Only lines that contain the word "polygon" are to be returned from the data below.
|---|
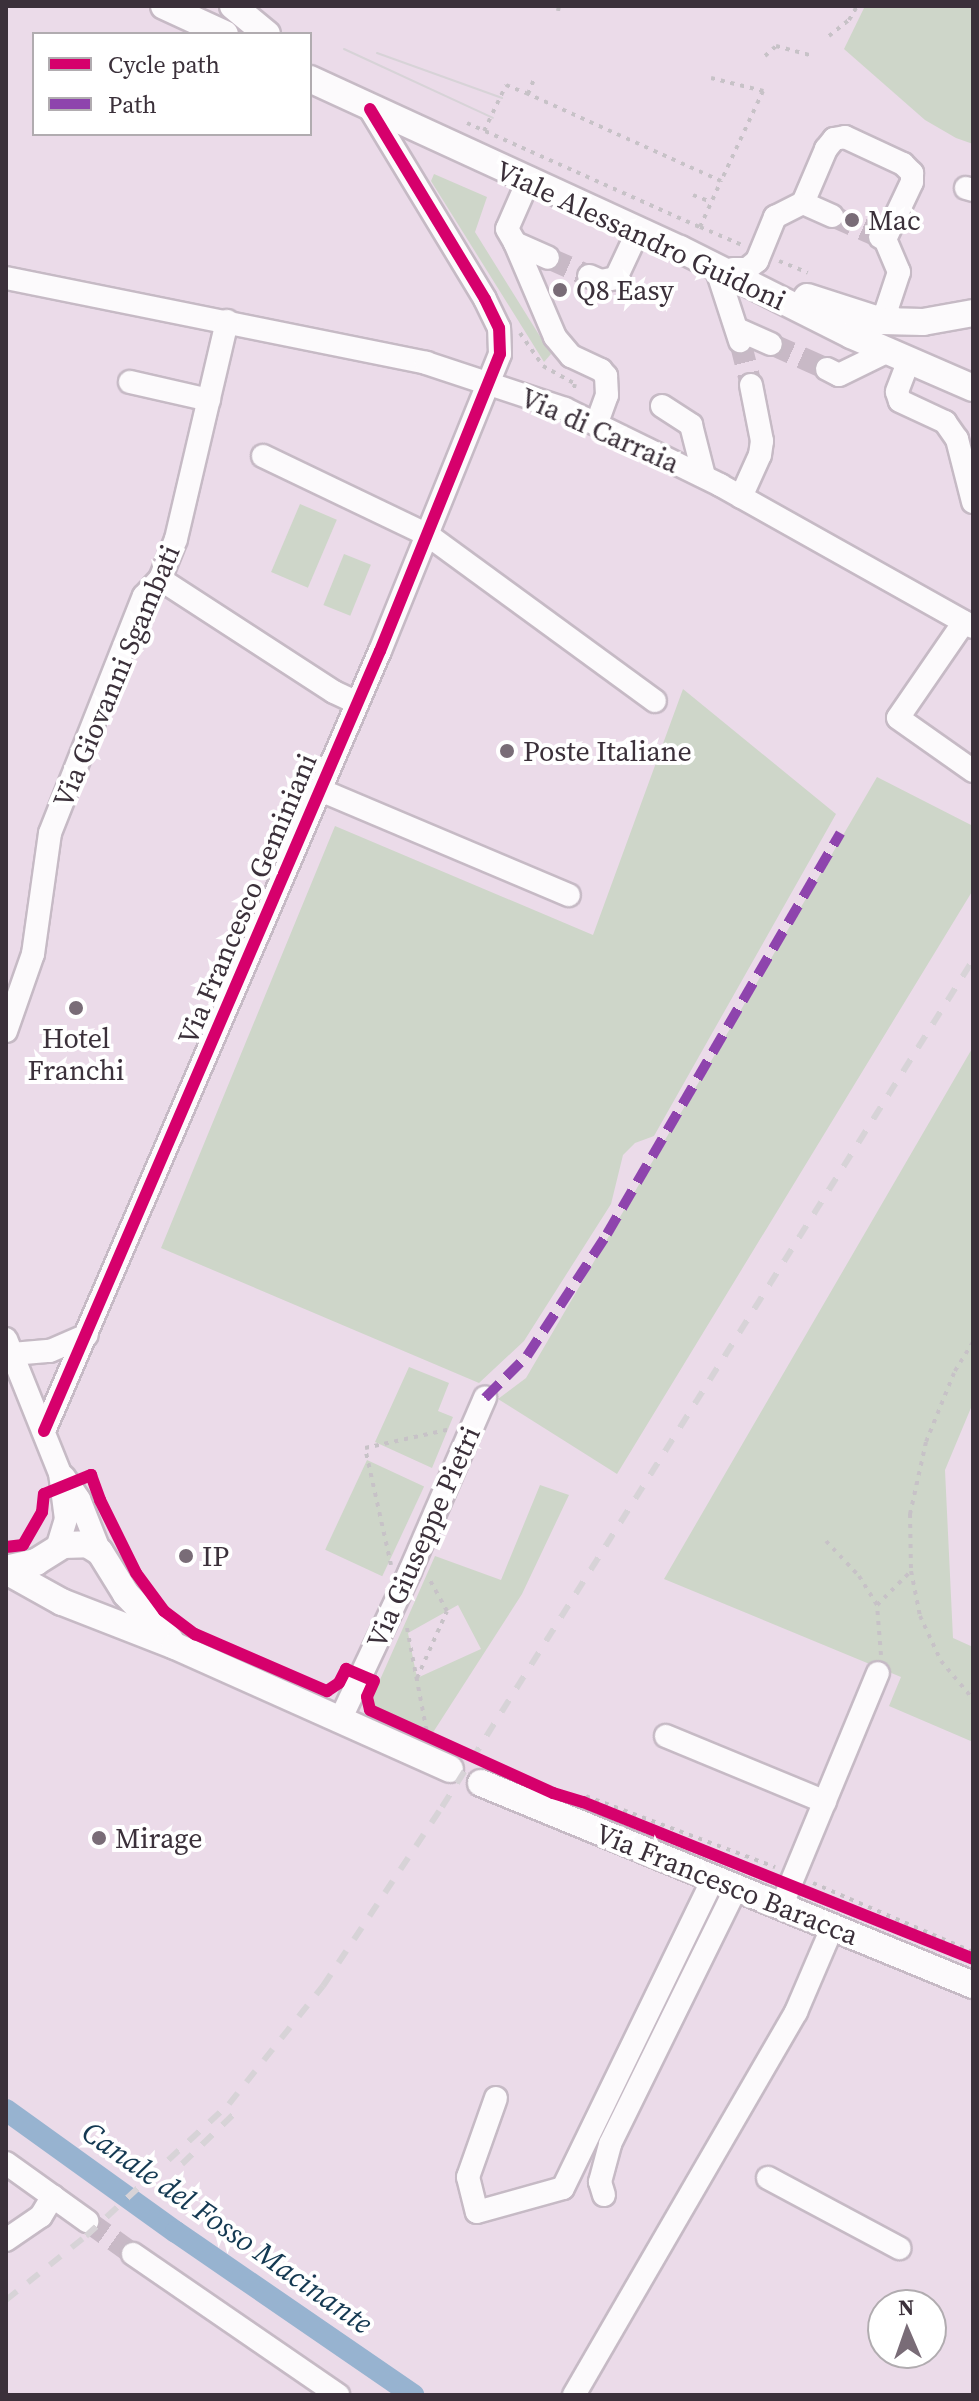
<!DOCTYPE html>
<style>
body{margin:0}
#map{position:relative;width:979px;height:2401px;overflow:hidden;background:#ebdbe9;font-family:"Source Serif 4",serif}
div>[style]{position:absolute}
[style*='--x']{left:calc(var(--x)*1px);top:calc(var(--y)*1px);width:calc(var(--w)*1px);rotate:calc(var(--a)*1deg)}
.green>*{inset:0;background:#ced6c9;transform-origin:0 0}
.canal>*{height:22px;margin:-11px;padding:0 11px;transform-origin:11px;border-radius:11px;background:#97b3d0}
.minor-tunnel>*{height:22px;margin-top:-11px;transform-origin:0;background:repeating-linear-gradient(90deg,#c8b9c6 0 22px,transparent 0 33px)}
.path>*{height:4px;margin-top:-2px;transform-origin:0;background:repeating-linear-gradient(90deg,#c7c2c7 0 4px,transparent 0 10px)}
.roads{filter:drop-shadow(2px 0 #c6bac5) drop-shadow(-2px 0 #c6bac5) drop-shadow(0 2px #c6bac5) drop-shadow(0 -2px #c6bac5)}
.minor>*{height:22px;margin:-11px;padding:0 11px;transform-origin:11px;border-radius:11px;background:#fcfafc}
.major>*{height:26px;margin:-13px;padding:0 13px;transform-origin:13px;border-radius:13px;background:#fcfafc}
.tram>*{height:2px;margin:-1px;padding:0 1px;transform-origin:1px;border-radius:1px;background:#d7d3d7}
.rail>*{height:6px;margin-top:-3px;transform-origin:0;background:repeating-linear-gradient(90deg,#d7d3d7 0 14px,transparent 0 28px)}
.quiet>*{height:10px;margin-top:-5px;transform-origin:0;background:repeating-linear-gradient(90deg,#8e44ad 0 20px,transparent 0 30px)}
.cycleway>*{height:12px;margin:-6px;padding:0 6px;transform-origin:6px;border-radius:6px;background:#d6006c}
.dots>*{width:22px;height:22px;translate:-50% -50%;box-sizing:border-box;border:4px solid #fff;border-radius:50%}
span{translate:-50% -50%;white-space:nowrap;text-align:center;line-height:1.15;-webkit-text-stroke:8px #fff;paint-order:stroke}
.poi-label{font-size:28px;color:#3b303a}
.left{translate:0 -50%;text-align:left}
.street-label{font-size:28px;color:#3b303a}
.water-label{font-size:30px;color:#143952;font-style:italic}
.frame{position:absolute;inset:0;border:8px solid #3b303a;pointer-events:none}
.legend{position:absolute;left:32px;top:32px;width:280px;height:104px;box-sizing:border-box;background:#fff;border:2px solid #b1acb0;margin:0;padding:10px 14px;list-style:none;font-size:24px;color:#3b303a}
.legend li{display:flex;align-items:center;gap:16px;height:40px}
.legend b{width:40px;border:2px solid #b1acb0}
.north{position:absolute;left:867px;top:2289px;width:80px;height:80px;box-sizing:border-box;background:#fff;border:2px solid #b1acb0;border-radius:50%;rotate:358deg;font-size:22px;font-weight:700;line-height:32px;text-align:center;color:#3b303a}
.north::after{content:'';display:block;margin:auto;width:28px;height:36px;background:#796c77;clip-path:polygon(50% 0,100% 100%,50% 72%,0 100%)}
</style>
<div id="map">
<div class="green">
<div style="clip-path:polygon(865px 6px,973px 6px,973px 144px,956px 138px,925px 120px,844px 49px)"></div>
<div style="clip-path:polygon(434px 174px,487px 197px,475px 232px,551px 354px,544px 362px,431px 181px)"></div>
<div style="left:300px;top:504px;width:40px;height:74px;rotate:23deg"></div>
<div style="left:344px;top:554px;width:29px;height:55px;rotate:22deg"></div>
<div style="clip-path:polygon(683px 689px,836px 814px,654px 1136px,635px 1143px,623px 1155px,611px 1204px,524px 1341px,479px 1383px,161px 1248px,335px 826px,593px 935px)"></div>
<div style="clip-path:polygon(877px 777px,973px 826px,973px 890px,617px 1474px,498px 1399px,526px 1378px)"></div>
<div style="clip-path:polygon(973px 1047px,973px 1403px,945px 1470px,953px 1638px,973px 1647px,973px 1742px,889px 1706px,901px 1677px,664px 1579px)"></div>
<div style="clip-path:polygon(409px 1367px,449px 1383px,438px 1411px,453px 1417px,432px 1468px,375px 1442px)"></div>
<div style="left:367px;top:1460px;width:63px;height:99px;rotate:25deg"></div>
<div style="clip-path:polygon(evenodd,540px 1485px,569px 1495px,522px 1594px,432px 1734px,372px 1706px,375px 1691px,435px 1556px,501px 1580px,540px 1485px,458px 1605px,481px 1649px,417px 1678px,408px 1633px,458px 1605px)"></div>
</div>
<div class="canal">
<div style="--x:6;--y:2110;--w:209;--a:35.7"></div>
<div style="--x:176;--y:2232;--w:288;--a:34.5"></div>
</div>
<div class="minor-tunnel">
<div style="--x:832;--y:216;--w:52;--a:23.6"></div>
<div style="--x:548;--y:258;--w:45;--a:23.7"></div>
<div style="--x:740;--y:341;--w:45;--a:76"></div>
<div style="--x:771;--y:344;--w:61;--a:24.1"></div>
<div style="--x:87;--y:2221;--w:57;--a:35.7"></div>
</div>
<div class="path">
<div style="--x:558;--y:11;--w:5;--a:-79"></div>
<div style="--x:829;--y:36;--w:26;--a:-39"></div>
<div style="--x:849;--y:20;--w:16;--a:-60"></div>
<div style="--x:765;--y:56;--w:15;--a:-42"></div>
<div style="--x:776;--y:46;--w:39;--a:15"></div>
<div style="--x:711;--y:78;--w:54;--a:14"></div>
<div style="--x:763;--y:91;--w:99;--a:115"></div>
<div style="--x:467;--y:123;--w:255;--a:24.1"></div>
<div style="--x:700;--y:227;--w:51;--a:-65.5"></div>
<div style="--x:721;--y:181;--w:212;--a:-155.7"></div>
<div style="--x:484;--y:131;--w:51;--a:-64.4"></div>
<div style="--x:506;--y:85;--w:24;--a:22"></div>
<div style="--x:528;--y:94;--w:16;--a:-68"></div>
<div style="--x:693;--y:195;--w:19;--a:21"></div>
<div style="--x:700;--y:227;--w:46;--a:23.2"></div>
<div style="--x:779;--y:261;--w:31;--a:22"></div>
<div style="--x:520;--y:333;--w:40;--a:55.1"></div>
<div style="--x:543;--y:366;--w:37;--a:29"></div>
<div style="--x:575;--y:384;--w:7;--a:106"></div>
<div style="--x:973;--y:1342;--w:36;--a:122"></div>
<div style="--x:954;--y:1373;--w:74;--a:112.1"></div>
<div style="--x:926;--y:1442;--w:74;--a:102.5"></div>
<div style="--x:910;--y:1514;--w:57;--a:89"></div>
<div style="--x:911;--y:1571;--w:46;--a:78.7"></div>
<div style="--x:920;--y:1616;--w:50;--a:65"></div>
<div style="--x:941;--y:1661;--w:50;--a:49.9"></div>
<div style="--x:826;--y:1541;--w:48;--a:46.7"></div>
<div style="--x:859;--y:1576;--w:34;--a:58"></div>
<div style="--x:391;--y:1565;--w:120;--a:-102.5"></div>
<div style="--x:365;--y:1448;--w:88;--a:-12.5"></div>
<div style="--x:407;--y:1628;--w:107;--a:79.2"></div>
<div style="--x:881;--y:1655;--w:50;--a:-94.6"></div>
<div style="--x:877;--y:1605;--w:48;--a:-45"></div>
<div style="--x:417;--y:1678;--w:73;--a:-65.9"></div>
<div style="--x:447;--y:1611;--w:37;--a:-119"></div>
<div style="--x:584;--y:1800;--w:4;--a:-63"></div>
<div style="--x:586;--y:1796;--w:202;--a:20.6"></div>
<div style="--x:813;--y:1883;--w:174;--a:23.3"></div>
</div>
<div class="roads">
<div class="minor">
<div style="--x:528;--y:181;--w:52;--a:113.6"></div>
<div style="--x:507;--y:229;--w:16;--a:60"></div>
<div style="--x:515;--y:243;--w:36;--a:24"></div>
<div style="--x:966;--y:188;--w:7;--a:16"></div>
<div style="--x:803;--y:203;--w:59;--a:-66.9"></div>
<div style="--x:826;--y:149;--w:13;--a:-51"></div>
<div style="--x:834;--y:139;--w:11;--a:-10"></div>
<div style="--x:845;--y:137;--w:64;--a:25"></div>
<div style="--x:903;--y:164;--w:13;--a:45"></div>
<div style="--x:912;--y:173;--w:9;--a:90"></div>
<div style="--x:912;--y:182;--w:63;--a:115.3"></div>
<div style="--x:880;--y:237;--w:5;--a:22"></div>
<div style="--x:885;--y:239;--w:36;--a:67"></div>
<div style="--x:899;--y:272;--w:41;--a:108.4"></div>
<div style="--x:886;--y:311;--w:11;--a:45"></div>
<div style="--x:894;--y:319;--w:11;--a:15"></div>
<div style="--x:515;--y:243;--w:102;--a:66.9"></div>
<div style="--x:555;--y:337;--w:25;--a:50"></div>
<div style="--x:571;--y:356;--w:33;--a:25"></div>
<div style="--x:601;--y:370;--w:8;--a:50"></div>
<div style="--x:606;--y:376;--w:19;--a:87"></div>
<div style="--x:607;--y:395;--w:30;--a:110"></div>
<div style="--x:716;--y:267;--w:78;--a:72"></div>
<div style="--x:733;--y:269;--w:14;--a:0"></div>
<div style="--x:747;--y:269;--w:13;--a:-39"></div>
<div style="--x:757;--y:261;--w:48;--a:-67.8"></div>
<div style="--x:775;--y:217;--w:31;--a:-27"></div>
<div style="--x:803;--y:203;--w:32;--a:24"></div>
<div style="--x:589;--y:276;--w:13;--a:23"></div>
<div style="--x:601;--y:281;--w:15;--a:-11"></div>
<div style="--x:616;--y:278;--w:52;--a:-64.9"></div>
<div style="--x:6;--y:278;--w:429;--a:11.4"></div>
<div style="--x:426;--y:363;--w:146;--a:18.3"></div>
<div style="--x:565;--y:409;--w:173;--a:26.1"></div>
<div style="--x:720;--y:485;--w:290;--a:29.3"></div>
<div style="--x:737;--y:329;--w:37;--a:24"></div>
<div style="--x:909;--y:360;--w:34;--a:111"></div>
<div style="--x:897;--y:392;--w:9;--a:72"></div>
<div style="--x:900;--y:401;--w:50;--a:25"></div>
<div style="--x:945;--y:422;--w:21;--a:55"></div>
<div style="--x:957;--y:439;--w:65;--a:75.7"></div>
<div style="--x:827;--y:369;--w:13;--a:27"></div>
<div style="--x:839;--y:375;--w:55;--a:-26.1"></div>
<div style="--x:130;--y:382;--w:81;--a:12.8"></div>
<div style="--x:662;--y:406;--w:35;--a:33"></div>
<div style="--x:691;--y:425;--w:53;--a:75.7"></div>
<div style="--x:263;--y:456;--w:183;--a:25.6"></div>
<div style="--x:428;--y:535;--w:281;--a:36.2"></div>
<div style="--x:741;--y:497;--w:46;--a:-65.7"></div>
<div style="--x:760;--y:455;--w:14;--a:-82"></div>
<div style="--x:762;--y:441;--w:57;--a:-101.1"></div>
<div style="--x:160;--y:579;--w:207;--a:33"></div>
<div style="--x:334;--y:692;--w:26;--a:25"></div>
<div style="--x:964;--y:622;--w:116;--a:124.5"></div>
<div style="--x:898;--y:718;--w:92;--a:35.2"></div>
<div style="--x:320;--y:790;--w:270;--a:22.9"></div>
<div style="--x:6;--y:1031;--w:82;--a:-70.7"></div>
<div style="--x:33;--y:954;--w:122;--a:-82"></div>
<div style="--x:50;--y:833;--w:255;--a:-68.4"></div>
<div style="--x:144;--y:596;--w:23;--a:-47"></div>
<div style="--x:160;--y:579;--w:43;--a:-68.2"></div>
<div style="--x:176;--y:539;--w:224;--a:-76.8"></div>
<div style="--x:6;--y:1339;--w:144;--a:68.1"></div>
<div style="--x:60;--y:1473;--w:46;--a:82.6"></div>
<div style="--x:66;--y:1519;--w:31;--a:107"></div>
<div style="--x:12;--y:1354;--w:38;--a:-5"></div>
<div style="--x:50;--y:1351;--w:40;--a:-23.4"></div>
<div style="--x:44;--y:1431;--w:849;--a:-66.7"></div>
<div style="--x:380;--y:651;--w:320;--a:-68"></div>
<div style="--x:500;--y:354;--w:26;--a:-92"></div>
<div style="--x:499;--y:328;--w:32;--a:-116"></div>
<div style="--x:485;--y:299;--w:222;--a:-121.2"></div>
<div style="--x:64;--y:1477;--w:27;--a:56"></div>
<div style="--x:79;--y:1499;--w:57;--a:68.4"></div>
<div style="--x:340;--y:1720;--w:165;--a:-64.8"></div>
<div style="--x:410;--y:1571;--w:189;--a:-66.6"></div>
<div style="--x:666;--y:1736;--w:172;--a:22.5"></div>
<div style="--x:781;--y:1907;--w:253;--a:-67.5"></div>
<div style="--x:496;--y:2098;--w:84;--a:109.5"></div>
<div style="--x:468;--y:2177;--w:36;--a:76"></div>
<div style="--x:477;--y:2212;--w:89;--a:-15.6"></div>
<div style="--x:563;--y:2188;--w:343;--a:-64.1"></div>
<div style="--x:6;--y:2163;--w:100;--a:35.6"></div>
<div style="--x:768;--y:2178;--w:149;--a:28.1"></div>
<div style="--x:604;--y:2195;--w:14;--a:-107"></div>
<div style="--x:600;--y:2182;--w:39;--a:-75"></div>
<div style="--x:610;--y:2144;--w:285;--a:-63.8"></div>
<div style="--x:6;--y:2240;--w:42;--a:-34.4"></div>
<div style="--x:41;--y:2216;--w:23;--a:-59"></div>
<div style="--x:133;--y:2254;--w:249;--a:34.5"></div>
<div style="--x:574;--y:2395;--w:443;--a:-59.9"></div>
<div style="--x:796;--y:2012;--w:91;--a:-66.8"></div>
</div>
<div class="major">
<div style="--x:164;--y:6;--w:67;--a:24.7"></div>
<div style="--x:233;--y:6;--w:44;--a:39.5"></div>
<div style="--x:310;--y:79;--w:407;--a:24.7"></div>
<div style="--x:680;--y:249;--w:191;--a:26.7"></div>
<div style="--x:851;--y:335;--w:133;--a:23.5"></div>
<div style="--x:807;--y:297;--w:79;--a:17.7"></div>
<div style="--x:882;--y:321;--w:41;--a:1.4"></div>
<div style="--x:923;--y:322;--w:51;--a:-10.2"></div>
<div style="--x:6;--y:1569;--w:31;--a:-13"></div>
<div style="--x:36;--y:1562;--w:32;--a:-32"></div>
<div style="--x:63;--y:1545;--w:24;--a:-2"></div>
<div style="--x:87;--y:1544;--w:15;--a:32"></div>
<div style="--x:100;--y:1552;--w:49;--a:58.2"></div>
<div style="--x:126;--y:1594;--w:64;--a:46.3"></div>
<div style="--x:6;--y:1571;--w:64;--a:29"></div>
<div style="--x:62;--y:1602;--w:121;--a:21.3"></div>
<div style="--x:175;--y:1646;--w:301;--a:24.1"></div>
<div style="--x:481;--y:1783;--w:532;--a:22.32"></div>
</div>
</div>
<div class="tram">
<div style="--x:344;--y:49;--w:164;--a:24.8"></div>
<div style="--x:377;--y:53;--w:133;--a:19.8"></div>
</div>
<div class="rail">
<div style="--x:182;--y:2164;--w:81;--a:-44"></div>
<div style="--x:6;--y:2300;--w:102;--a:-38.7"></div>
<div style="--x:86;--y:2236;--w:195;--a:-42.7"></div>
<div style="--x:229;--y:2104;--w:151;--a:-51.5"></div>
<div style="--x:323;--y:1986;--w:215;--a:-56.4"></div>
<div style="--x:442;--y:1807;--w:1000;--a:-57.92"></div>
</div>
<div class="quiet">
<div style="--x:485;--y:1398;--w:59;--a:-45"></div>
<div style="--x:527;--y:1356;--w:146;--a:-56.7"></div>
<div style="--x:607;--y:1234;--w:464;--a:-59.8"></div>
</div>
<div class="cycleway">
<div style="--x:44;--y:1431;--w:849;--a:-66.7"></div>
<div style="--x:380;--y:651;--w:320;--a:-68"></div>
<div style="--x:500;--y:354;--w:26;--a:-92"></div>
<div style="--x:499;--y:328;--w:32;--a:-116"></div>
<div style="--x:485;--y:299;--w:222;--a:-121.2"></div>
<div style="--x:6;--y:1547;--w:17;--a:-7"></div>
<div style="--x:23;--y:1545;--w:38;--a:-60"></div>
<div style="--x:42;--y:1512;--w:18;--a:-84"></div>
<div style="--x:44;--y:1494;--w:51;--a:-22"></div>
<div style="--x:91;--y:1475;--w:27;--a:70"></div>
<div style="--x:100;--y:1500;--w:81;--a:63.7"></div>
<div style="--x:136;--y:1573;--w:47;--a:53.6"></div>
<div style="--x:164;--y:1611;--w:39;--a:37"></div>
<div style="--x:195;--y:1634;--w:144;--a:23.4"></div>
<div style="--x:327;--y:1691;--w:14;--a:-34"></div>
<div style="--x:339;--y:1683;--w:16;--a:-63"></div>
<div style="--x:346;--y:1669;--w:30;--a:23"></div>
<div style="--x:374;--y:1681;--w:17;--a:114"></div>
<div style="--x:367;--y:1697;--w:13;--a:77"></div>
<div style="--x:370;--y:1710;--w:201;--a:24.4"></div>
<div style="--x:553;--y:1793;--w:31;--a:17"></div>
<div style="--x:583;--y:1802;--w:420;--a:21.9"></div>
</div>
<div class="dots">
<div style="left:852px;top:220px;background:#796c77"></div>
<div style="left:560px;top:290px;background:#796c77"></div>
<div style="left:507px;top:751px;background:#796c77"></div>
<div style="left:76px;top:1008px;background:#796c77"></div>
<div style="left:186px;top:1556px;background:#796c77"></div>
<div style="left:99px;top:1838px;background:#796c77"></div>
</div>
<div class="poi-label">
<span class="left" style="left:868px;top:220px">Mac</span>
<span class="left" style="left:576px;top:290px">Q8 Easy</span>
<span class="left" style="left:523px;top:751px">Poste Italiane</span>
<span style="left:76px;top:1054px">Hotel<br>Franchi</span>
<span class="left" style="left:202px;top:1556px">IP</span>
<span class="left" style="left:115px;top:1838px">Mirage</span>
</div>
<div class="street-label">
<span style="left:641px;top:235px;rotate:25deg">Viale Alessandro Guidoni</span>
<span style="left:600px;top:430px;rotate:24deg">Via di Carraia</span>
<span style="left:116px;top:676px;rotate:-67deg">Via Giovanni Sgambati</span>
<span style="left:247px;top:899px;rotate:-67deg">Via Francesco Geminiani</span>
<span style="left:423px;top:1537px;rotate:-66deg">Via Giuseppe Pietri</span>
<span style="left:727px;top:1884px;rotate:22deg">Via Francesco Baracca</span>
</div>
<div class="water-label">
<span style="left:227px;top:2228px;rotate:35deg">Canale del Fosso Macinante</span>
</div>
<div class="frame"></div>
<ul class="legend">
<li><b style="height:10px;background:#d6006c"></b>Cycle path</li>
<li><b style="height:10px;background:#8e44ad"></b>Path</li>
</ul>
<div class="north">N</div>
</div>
|---|
* [ANSWER]
.north::after{content:'';display:block;margin:auto;width:28px;height:36px;background:#796c77;clip-path:polygon(50% 0,100% 100%,50% 72%,0 100%)}
<div style="clip-path:polygon(865px 6px,973px 6px,973px 144px,956px 138px,925px 120px,844px 49px)"></div>
<div style="clip-path:polygon(434px 174px,487px 197px,475px 232px,551px 354px,544px 362px,431px 181px)"></div>
<div style="clip-path:polygon(683px 689px,836px 814px,654px 1136px,635px 1143px,623px 1155px,611px 1204px,524px 1341px,479px 1383px,161px 1248px,335px 826px,593px 935px)"></div>
<div style="clip-path:polygon(877px 777px,973px 826px,973px 890px,617px 1474px,498px 1399px,526px 1378px)"></div>
<div style="clip-path:polygon(973px 1047px,973px 1403px,945px 1470px,953px 1638px,973px 1647px,973px 1742px,889px 1706px,901px 1677px,664px 1579px)"></div>
<div style="clip-path:polygon(409px 1367px,449px 1383px,438px 1411px,453px 1417px,432px 1468px,375px 1442px)"></div>
<div style="clip-path:polygon(evenodd,540px 1485px,569px 1495px,522px 1594px,432px 1734px,372px 1706px,375px 1691px,435px 1556px,501px 1580px,540px 1485px,458px 1605px,481px 1649px,417px 1678px,408px 1633px,458px 1605px)"></div>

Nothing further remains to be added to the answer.